Segment Open

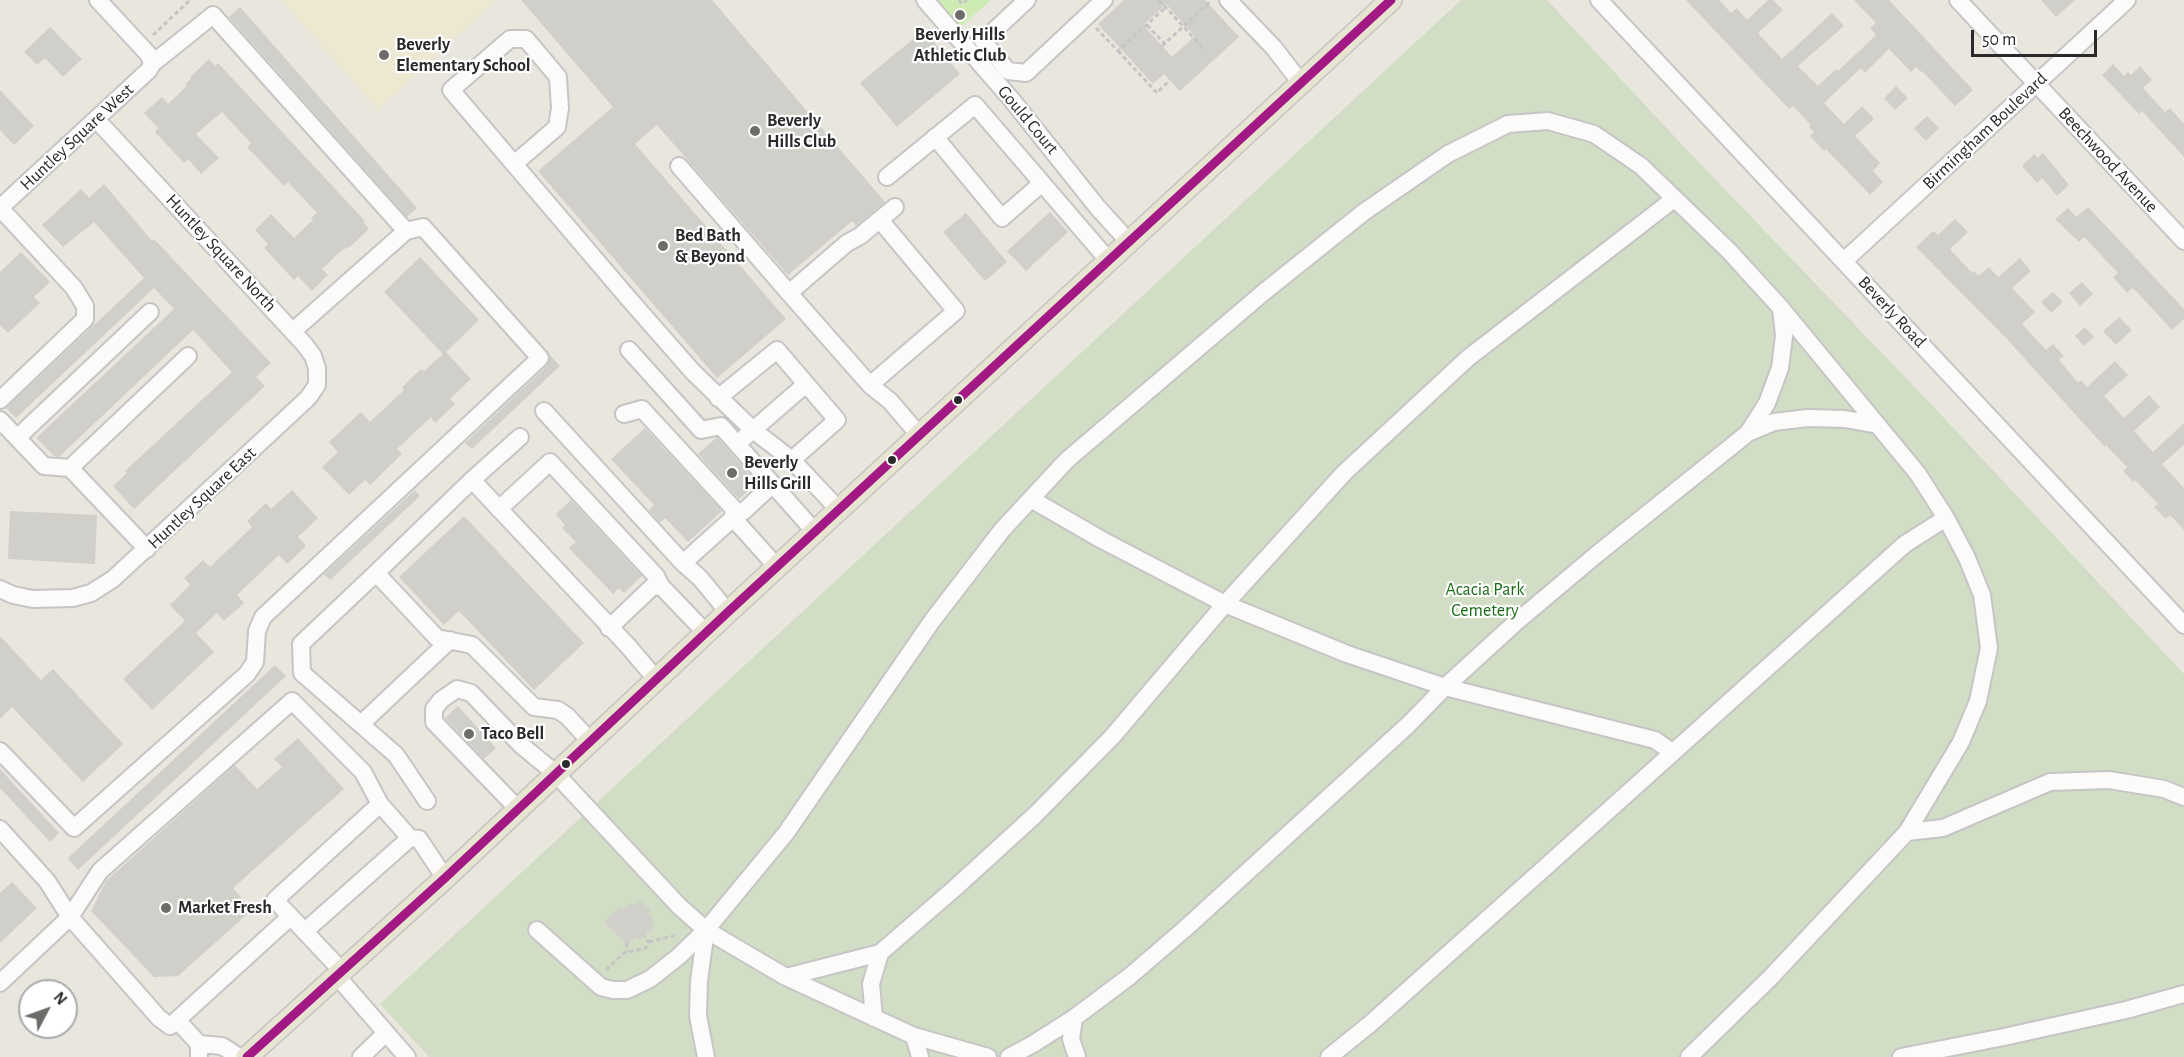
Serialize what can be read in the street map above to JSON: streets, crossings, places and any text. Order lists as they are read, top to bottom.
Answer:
{
  "streets": {
    "street": [
      "Gould Court",
      "Birmingham Boulevard",
      "Huntley Square West",
      "Beechwood Avenue",
      "Huntley Square North",
      "Beverly Road",
      "Huntley Square East"
    ]
  },
  "crossings": [
    ["Birmingham Boulevard", "Beechwood Avenue"],
    ["Birmingham Boulevard", "Beverly Road"],
    ["Huntley Square West", "Huntley Square North"],
    ["Huntley Square North", "Huntley Square East"]
  ],
  "parks": ["Acacia Park Cemetery"],
  "places": [
    "Beverly Hills Athletic Club",
    "Beverly Elementary School",
    "Beverly Hills Club",
    "Bed Bath & Beyond",
    "Beverly Hills Grill",
    "Taco Bell",
    "Market Fresh"
  ],
  "scale_bar": "50 m",
  "north": "top right"
}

Segment Closed

Work item:
Would you print the material exactly once more, without any of its pictures?

Output below:
Serialize what can be read in the street map above to JSON: streets, crossings, places and any text. Order lists as they are read, top to bottom.
Answer:
{
  "streets": {
    "street": [
      "Gould Court",
      "Birmingham Boulevard",
      "Huntley Square West",
      "Beechwood Avenue",
      "Huntley Square North",
      "Beverly Road",
      "Huntley Square East"
    ]
  },
  "crossings": [
    ["Birmingham Boulevard", "Beechwood Avenue"],
    ["Birmingham Boulevard", "Beverly Road"],
    ["Huntley Square West", "Huntley Square North"],
    ["Huntley Square North", "Huntley Square East"]
  ],
  "parks": ["Acacia Park Cemetery"],
  "places": [
    "Beverly Hills Athletic Club",
    "Beverly Elementary School",
    "Beverly Hills Club",
    "Bed Bath & Beyond",
    "Beverly Hills Grill",
    "Taco Bell",
    "Market Fresh"
  ],
  "scale_bar": "50 m",
  "north": "top right"
}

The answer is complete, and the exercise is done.